Drilling and Our Collective Madness [Victor Davis Hanson]
There is something pathetic about Americans begging the House of Saud to produce another 300,000-500,000 barrels of oil per day, while in mindless fashion repeating the mantra, “We can’t drill our way out of this problem” — as if anyone suggested absolute oil independence was the goal rather than more supply to deflate tight conditions that encourage speculation. Americans, who invented the oil industry, are beginning to resemble H.G. Wells’ Eloi in our refined paralysis.
Exploration and oil production are an issue that is absolutely explosive for Democrats, given their perennial resistance to ANWR, coastal and deep ocean drilling, tar sands, shale, liquid coal, and nuclear. And the irony is that their opposition to drilling — dismissing each potential find or field with the reductionist “it would be only 500,000 barrels,” “a mere million barrels,” or “just a few cents off a gallon of gas” — is classically illiberal to the point of either callousness or abject madness.
Consider:
(1) Social Justice: The poorer, inordinately in far cheaper 2nd-hand used gas guzzlers, who have less access to pricey new hybrids and imported small cars, are hurt the most, especially those in rural communities without mass transit.

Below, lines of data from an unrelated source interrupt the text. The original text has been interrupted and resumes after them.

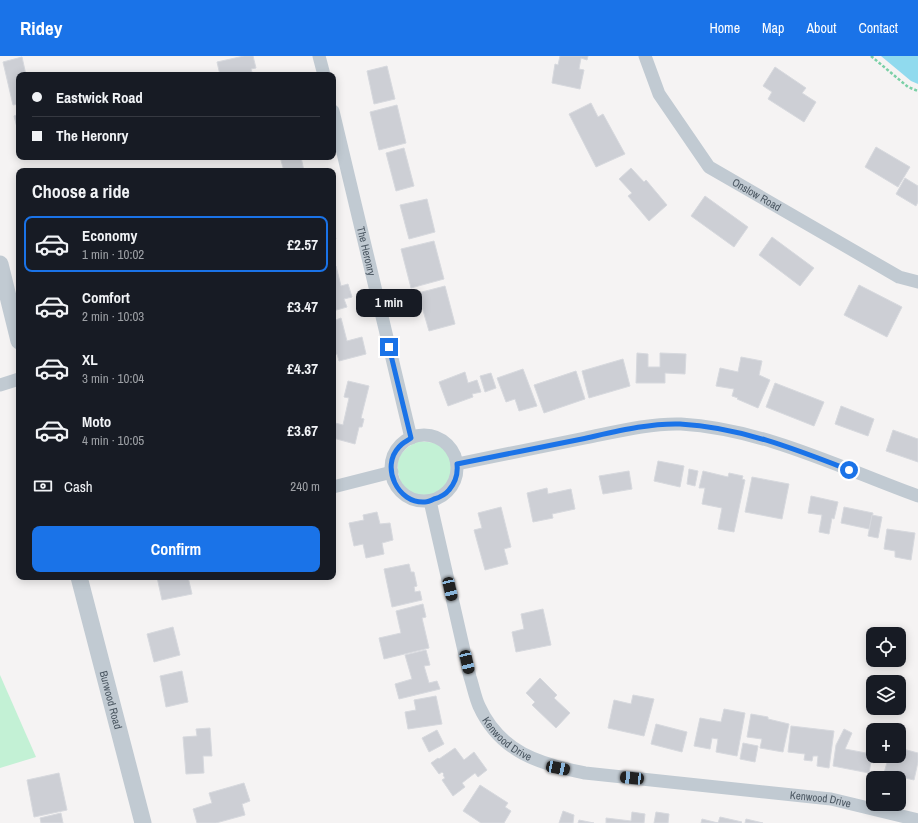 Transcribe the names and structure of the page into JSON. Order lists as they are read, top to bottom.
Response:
{
  "streets": {
    "street": [
      "Onslow Road",
      "The Heronry",
      "Burwood Road",
      "Kenwood Drive"
    ]
  },
  "crossings": [
    ["The Heronry", "Kenwood Drive"]
  ],
  "page": {
    "header": "Ridey",
    "nav": [
      "Home",
      "Map",
      "About",
      "Contact"
    ],
    "banner": ["Eastwick Road", "The Heronry"],
    "heading": "Choose a ride",
    "list": [
      {
        "name": "Economy",
        "note": "1 min · 10:02",
        "value": "£2.57"
      },
      {
        "name": "Comfort",
        "note": "2 min · 10:03",
        "value": "£3.47"
      },
      {
        "name": "XL",
        "note": "3 min · 10:04",
        "value": "£4.37"
      },
      {
        "name": "Moto",
        "note": "4 min · 10:05",
        "value": "£3.67"
      }
    ],
    "bubble": "1 min",
    "pay": ["Cash", "240 m"],
    "buttons": "Confirm",
    "map_buttons": ["+", "−"]
  }
} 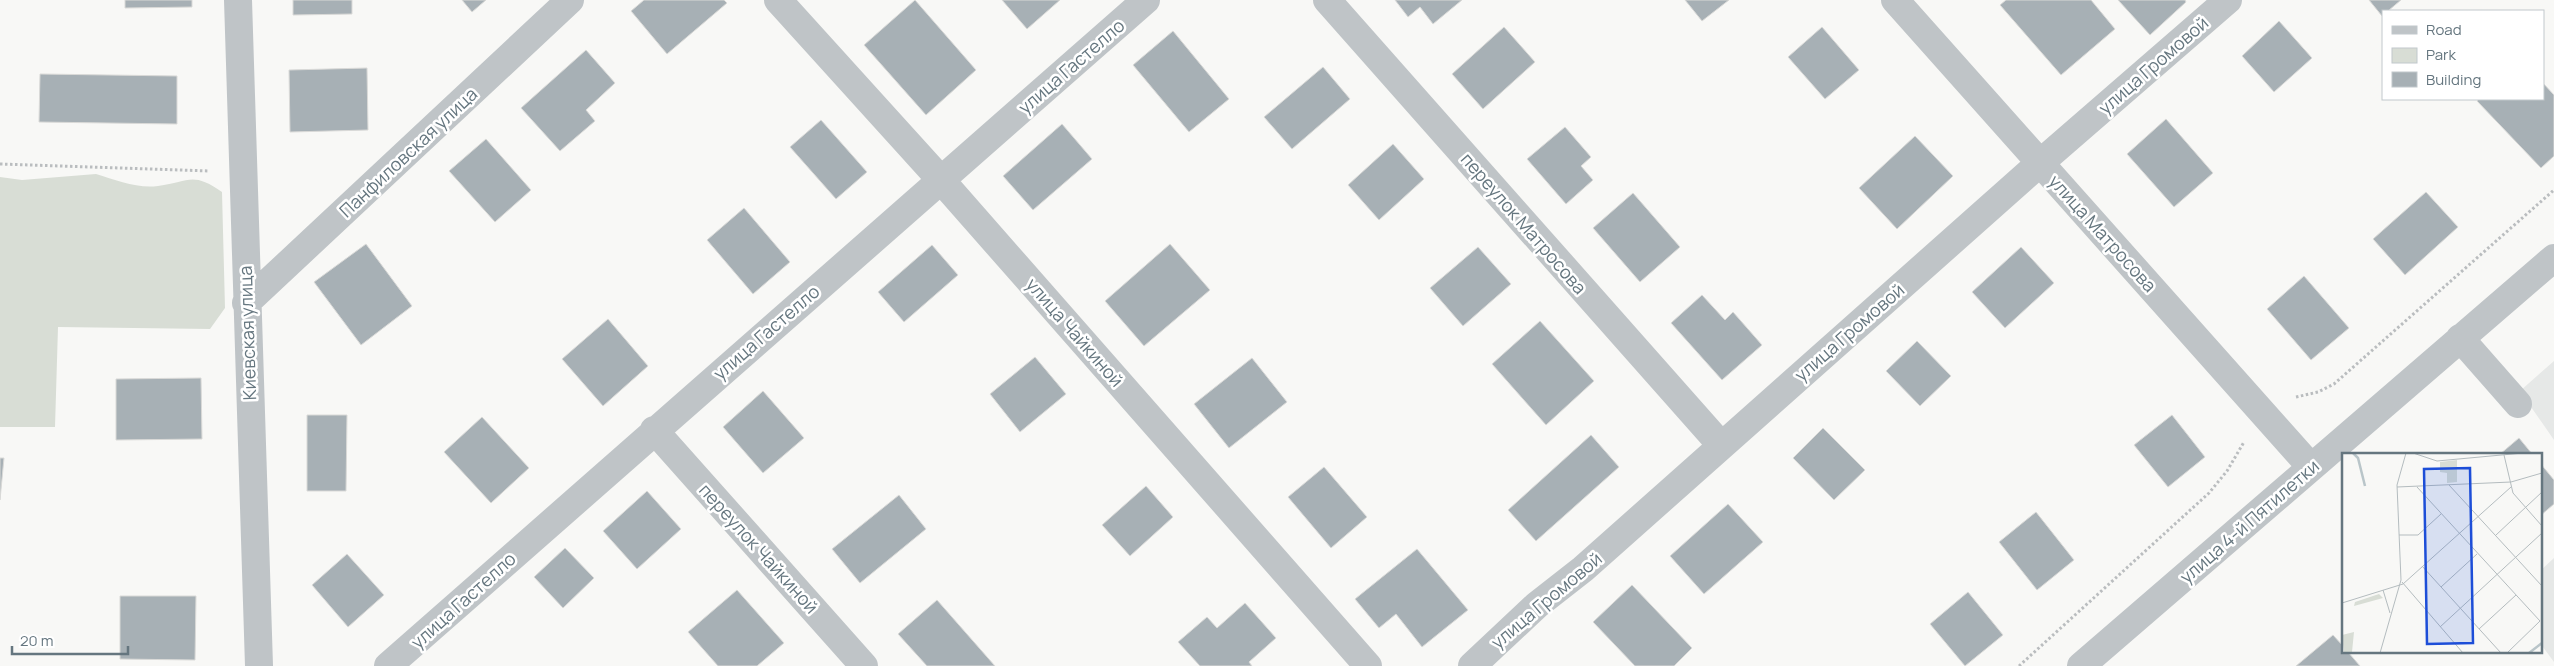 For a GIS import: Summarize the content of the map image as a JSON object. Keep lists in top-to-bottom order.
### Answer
{
  "streets": {
    "street": [
      "улица Громовой",
      "улица Гастелло",
      "Панфиловская улица",
      "переулок Матросова",
      "улица Матросова",
      "улица Чайкиной",
      "Киевская улица",
      "улица 4-й Пятилетки",
      "переулок Чайкиной"
    ]
  },
  "crossings": [
    ["улица Громовой", "переулок Матросова"],
    ["улица Громовой", "улица Матросова"],
    ["улица Гастелло", "улица Чайкиной"],
    ["улица Гастелло", "переулок Чайкиной"],
    ["Панфиловская улица", "Киевская улица"],
    ["улица Матросова", "улица 4-й Пятилетки"]
  ],
  "legend": ["Road", "Park", "Building"],
  "scale_bar": "20 m"
}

(2) The Environment: Given the demands of two billion users in China and India, the world is going to go after oil, whether we like it or not. U.S. oil companies and American environmental legislation are the most ecologically friendly in the world. Each time we refuse to pump a barrel of oil, someone else in this fungible market will — and with far less concern for the health of planet Earth. Again, there is something appalling in de facto saying to others — “Drill off your coasts and in your fragile deserts and beside your lakes so I can fuel my Lexus SUV and Volvo — and cherish the comforting thought I would never do that in my ANWR.”
(3) National Security: At $140 a barrel of oil we have little influence in warning the world about Iranian nukes, or Middle-East money leaking to Islamic terrorists, or Saudi-funded madrassas, or the cynicism of Hugo Chavez or Russian strong-arm tactics toward Europe; at less than $50 the world begins to appear far less dangerous and far more rational.
(4) Financial Sanity: U.S. exporters are doing brilliantly, with help from a weak dollar, but our efforts to produce and sell abroad are increasingly all for naught, given the enormous cost of imported oil. Each time we invest American know-how and expertise in selling abroad a skip-loader or bushel of wheat or new software program that once explained our national wealth, we simply buy another barrel of foreign oil at $140 that often costs the far-less-adept less than $5 to pump. In contrast, the tens of billions we would save by even shaving 3 to 4 million barrels per day from our imported appetites would radically redefine both our trade balances and the dollar.
(5) Alternate Fuels/New Energies: No one is talking about more the return of Hummers and Escalades or a mythical $2 a gallon gas. Rather, with demand down, and the public aware that oil is finite and will remain tight, drilling provides a needed window to transition us to electrical plug-ins, biofuels, fuel cells, etc. without endangering our national security — or going broke or seeing a nuke go off in the Middle East.
(6) Food versus Fuel: I don’t understand in moral terms how worrying about the terrain in 2,000 acres in a multimillion-acre Alaska trumps diverting one-fifth to one-fourth of our corn acreage away from animal and human foods to produce transportation fuel. People worldwide are in dire straits, given rising food prices, while we, in anti-humanistic fashion, complain about the view from Santa Barbara or a herd on the tundra.
Our current stasis reminds me of Jack Hawkins last words in The Bridge Over the River Kwai — “Madness! Madness!”